You can double up on the protections, too. There would be no point in using
EFS to encrypt a TrueCrypt container (and I'm not sure it is allowed) but
you could put permissions on the container. That would allow only certain
accounts to have access to that encrypted container provided they knew the
password to open it. Even if an admin tried to take ownership, he can't
look inside the container (and the same for EFS if you ensure no admins or
admin groups are included in the EFS certificate). So even if the drive
"wandered" to another box where the SID recorded on that file regarding its
permissions was an unknown SID and a user opened it or an administrator took
ownership, they still cannot look inside of it.
For the functions already included in Windows XP Pro (EFS only comes in the
Pro version), you could use permissions on an EFS-protected file or folder.

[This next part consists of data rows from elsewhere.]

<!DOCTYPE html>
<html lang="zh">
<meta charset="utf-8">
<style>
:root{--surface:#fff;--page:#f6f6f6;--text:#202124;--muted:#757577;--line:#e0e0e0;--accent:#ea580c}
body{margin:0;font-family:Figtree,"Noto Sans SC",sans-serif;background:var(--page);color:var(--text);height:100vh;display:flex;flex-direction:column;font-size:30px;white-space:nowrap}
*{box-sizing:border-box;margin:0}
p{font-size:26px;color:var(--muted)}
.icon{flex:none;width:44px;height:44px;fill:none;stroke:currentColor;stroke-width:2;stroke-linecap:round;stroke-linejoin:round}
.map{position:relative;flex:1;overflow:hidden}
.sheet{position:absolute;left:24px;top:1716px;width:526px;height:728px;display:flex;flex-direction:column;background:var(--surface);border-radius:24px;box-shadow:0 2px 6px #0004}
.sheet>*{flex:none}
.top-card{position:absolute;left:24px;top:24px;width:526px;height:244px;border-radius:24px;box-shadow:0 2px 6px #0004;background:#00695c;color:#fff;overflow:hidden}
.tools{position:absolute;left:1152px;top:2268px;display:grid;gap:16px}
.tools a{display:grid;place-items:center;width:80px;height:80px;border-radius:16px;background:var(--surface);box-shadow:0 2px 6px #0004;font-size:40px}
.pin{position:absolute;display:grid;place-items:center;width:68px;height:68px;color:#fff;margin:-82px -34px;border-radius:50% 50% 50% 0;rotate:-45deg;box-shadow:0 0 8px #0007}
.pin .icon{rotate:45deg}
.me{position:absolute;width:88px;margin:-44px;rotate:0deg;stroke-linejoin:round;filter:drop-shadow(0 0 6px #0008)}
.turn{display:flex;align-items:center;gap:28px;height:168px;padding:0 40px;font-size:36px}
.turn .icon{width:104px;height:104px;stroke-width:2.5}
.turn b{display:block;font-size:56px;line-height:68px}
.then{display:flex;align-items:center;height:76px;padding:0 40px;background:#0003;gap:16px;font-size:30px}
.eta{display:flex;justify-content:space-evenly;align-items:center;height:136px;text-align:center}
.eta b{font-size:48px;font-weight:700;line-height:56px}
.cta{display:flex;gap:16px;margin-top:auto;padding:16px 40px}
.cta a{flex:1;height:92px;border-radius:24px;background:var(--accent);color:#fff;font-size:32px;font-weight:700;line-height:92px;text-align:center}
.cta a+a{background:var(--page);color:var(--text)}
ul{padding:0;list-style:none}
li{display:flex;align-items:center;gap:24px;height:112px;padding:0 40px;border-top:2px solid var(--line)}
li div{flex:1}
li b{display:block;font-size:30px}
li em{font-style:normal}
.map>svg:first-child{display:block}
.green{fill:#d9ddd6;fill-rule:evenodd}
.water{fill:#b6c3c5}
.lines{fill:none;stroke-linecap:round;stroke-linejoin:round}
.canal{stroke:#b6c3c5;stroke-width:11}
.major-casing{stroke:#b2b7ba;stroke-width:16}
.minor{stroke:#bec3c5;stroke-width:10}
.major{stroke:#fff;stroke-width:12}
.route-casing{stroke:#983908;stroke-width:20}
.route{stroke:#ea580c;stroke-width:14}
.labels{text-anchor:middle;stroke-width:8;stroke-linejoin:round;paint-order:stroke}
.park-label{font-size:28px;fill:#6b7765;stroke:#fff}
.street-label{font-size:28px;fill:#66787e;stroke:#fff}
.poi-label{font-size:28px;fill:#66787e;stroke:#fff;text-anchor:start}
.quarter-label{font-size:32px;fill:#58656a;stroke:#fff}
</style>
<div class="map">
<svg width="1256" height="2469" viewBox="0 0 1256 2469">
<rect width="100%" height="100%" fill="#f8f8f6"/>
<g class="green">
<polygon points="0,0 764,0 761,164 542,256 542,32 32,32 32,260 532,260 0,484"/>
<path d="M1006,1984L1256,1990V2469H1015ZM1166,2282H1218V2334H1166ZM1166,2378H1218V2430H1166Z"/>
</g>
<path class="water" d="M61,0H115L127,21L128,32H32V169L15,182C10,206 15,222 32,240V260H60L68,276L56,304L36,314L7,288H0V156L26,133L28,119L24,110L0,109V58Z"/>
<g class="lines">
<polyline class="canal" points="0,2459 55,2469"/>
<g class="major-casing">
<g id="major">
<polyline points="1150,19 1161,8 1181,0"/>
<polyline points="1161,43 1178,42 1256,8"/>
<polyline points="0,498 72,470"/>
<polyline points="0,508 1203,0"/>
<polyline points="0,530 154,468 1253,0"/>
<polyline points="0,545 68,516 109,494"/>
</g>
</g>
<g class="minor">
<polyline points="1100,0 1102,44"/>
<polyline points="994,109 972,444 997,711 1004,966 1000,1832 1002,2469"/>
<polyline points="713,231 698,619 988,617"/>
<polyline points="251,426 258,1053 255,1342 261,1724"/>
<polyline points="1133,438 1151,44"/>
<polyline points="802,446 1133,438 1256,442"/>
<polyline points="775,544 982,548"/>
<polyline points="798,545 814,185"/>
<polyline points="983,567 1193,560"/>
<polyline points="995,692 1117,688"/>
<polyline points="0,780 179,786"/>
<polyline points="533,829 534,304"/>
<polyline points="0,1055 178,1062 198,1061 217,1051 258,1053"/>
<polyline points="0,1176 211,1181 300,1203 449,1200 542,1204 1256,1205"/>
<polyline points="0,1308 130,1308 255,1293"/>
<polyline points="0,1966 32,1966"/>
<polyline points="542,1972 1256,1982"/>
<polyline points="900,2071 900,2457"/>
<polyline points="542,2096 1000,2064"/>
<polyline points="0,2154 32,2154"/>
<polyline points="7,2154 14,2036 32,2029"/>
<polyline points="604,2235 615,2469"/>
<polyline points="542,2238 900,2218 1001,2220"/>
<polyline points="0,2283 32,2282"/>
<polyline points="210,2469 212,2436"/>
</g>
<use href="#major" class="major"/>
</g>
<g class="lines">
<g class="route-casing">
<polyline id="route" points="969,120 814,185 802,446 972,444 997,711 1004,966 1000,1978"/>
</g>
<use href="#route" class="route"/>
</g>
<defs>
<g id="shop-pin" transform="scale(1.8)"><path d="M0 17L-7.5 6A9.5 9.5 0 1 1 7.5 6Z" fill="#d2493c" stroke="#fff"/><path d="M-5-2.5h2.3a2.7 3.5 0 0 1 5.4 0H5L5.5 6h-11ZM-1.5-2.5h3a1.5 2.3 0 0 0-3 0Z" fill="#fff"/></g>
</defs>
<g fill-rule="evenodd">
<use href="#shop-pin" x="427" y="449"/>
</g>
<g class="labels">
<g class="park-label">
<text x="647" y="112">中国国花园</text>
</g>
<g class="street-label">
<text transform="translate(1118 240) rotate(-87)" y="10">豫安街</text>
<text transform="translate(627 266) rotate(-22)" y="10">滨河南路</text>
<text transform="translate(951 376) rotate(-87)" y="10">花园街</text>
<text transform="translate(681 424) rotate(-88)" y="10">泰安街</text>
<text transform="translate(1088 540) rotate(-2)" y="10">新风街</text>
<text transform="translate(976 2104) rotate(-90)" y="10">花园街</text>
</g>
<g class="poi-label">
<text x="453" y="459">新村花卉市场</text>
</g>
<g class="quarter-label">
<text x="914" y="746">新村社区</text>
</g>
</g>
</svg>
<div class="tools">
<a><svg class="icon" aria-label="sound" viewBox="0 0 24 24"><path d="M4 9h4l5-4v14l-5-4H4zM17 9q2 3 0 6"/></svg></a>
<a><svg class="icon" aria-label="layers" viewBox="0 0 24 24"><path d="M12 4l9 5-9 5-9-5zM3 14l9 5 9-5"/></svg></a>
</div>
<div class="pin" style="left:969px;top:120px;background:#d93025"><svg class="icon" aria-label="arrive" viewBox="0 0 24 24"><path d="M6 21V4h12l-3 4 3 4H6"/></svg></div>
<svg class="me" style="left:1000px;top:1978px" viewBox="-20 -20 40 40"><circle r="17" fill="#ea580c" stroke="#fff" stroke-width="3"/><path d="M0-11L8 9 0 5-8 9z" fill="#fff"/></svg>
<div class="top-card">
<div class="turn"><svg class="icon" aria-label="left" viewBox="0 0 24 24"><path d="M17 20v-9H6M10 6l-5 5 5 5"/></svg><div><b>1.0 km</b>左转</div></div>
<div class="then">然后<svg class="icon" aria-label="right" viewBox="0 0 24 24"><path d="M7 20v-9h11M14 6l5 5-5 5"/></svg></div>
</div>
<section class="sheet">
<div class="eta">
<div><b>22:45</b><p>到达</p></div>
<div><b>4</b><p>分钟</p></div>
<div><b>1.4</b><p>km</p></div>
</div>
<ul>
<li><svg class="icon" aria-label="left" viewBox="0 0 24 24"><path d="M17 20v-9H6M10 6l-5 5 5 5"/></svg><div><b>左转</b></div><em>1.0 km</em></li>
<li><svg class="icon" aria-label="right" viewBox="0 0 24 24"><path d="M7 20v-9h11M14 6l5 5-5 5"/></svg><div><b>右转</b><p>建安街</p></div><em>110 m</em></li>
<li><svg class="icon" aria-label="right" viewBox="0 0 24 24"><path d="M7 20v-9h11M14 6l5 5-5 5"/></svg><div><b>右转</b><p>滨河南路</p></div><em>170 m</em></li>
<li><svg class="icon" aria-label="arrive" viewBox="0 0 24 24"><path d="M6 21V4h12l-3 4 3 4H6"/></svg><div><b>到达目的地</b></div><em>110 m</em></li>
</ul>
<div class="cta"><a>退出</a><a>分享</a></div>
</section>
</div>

If you are wary of EFS getting hack because someone managed to login using
your credentials then use TrueCrypt, DriveCrypt, or some other encryption
tool that uses an independent password (i.e., the password is different than
your login password). Advantages of TrueCrypt (or the others) over EFS is
that its encryption has nothing to do with your login credentials, you don't
need to export certificates and reimport them to have access to your files
(but you will have to remember the password), and usually offer higher
encryption schemes than EFS.
From what I've read and seen regarding data security for business hosts to
prevent someone stealing a laptop or hard drive to yank out the data, I
really haven't seen a huge push to use EFS, and permissions are easily
circumvented. That's why there are products like TrueCrypt (free and open
source), DriveCrypt, BestCrypt, and SafeBoot (which, I believe, is no longer
available in a personal version). If permissions and EFS were the ultimate
security model, there would be no demand for these other products.